I'm really starting it think that lifter issues are cause either by overloaded condition due to valve guide friction or just poor manufacturing of the lifter or cam.

I've seen similar problems on big diesel truck engines, granted, no nearly as frequent.
 
There is no sarcastic smiley here, sorry. But you will get several opinions, just wait. Then we'll talk about Can Guard and why he thought is was necessary and then we'll talk about oil and then someone will insinuate that someone else doesn't know what they're talking about and finally, someone post a picture of a bunny with a pancake on it's head.

And your friend will still be right back in the same place.
I'll just get right to the point.

rabbit21n-6-web-2.jpg
 
Personal automotive experiences here-

Excessive valve spring pressures?
Improper lifter bore offset issues in block?
Excessive cam fore/aft play?
Improper valve lash?
Incorrect cam or lifter hardening?
Poor lubrication at break-in?
Reusing lifters and cam, but mixing up the matched lobe-lifter pair or using them in a different block?

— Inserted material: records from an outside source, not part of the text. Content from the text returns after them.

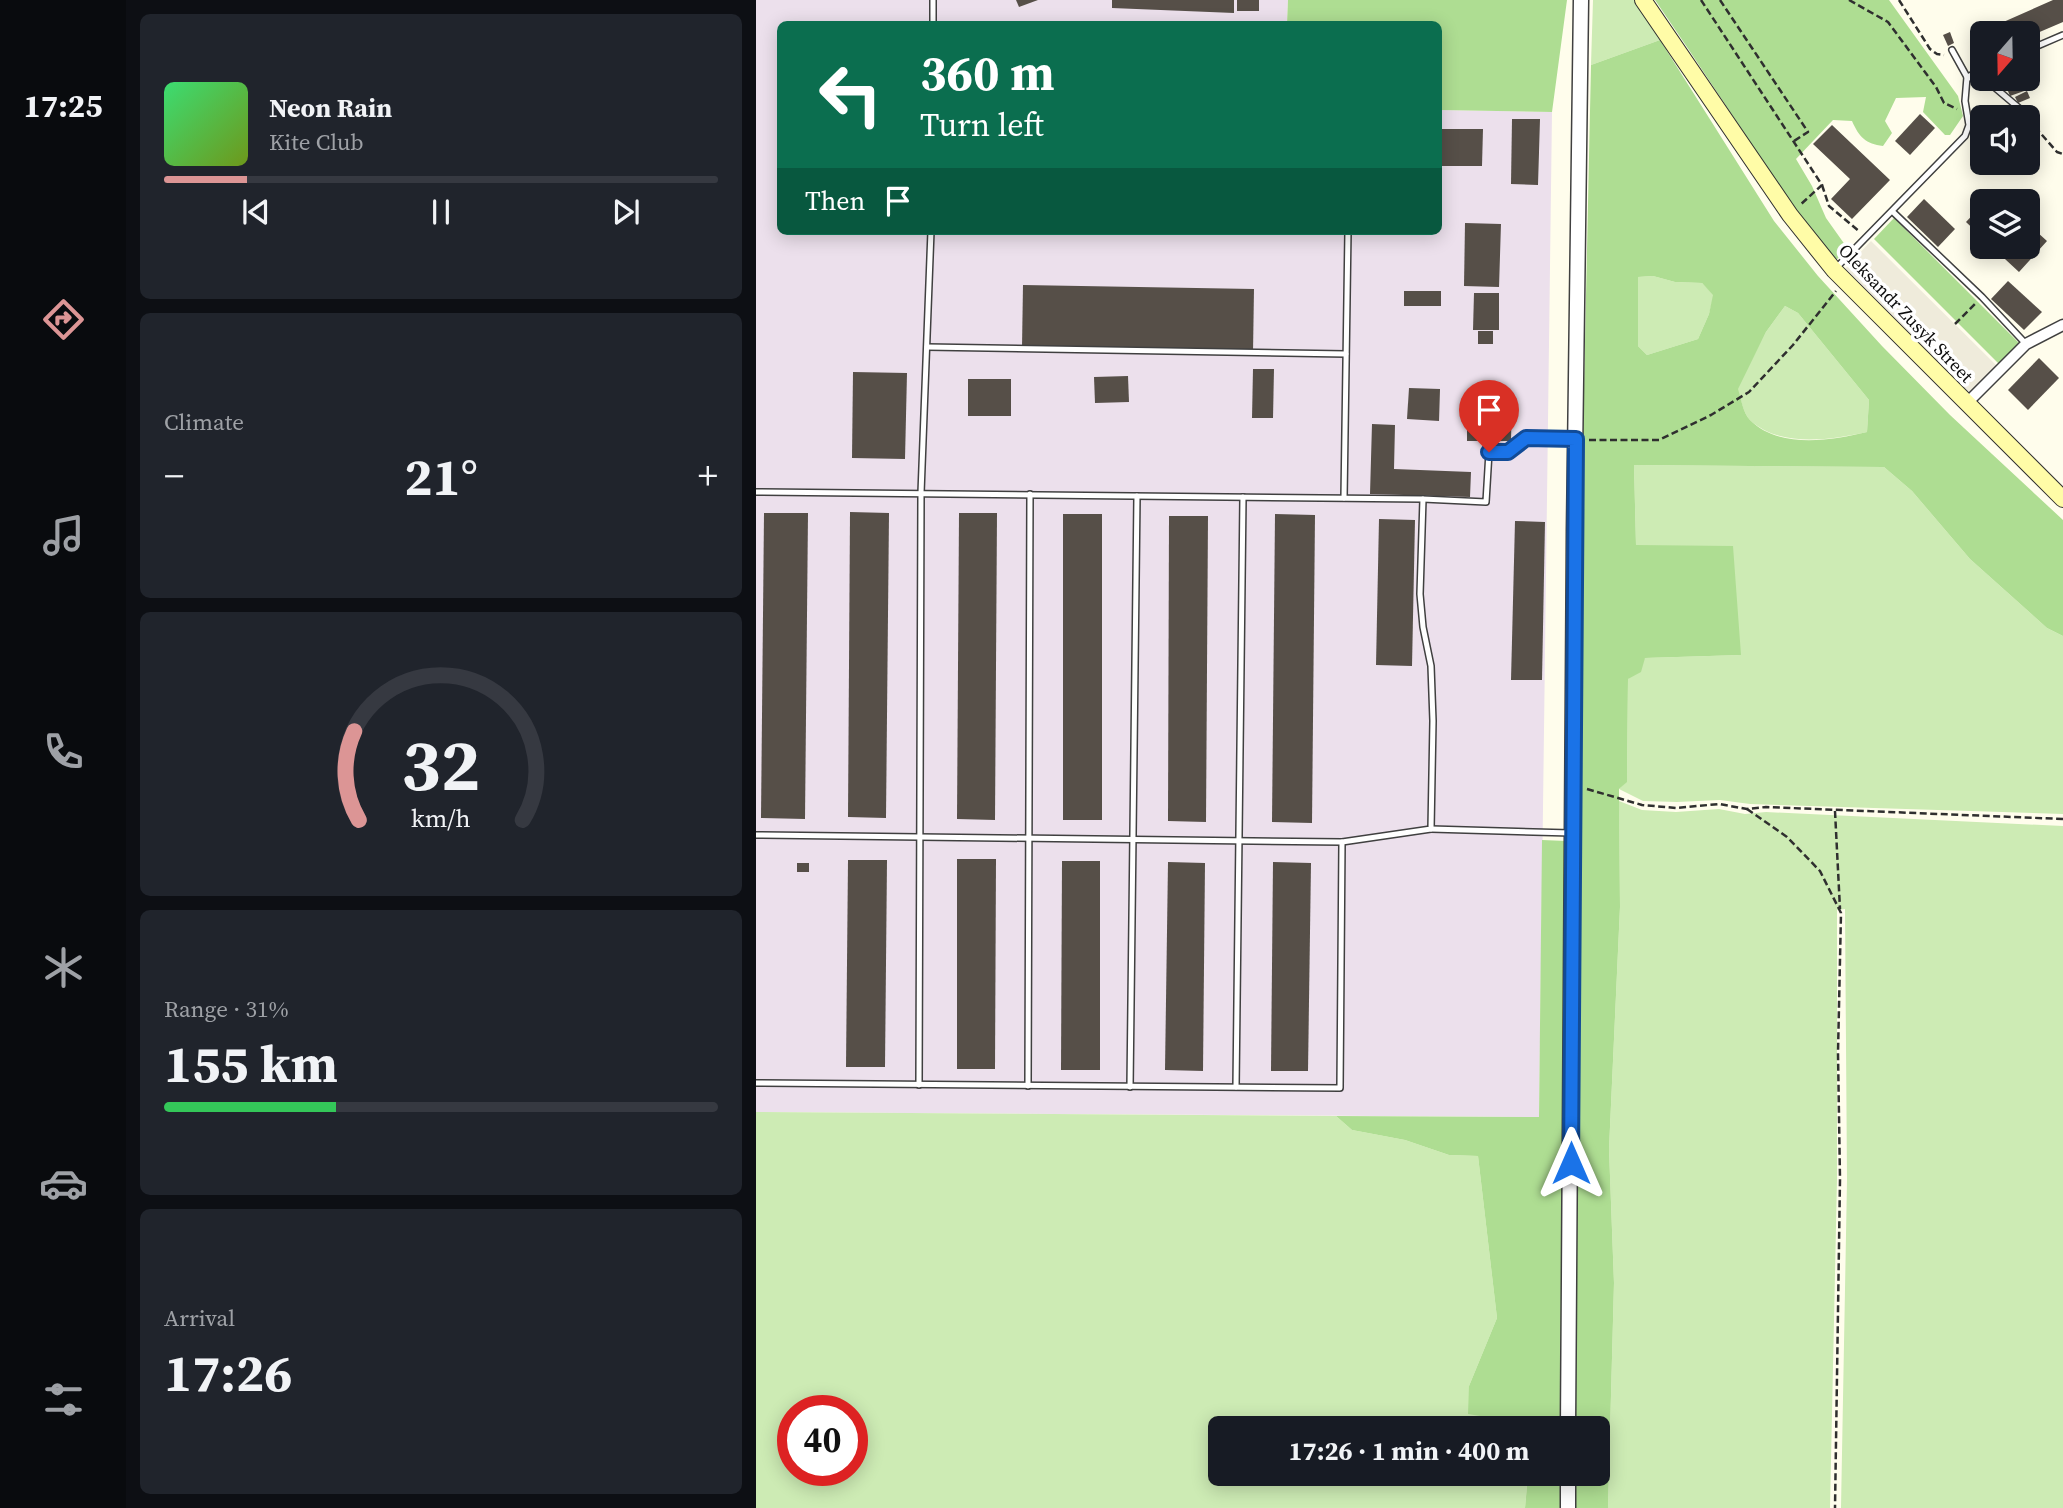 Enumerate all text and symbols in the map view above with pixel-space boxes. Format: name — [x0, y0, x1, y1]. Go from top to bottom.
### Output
north arrow — [1970, 21, 2040, 91]
map controls — [1970, 21, 2040, 259]
text: 360 m — [920, 39, 1055, 106]
icon: left — [805, 49, 896, 140]
text: 17:25 — [24, 84, 102, 128]
text: Neon Rain — [269, 90, 392, 126]
text: Turn left — [920, 103, 1044, 147]
button: sound — [1970, 105, 2040, 175]
text: Kite Club — [269, 126, 364, 158]
icon: arrive — [879, 182, 917, 220]
text: Then — [805, 183, 865, 219]
button: layers — [1970, 189, 2040, 259]
icon: previous — [237, 193, 275, 231]
icon: pause — [422, 193, 460, 231]
icon: next — [607, 193, 645, 231]
street label: Oleksandr Zusyk Street — [1833, 238, 1979, 388]
icon: directions — [39, 295, 88, 344]
pin — [1459, 380, 1519, 452]
icon: arrive — [1470, 391, 1508, 429]
text: Climate — [164, 406, 244, 438]
text: 21° — [404, 441, 478, 512]
text: − — [164, 450, 184, 502]
text: + — [698, 450, 718, 502]
icon: music — [39, 511, 88, 560]
text: 32 — [402, 715, 480, 814]
icon: phone — [39, 727, 88, 776]
text: km/h — [411, 801, 471, 835]
icon: climate — [39, 943, 88, 992]
text: Range · 31% — [164, 993, 289, 1025]
text: 155 km — [164, 1028, 338, 1099]
position arrow — [1534, 1126, 1608, 1200]
icon: car — [39, 1159, 88, 1208]
text: Arrival — [164, 1302, 235, 1334]
text: 17:26 — [164, 1337, 292, 1408]
icon: filters — [39, 1375, 88, 1424]
speed limit sign: 40 — [777, 1395, 868, 1486]
text: 17:26 · 1 min · 400 m — [1289, 1433, 1529, 1469]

Dozens of other possibilities. Will be tough to pin-point on the Internet.
 
Is it just me or are engine making TBO just unheard of nowadays?
 
Identical customer here. First overhaul due to metal and low compressions was a bad cam, second one was bad lifters, and at this annual he came up with bottomed out compressions in two cylinders so they got overhauled, and the lifters were shot. Spalled, pitted, just extremely worn and they only have ~500 hours on them. Plane is stored in a heated hangar, flies at least twice a week and does between 250 and 300 hours a year. Oil changes every 30-35 hours.

EDIT - just looked at OPs attachment. The lifters in this case looked identical to that. Out of 12, only three were okay.
 
Aha! Don't baby your plane in a heated hangar. Problem solved.
Funny, That was the first connection I noticed too.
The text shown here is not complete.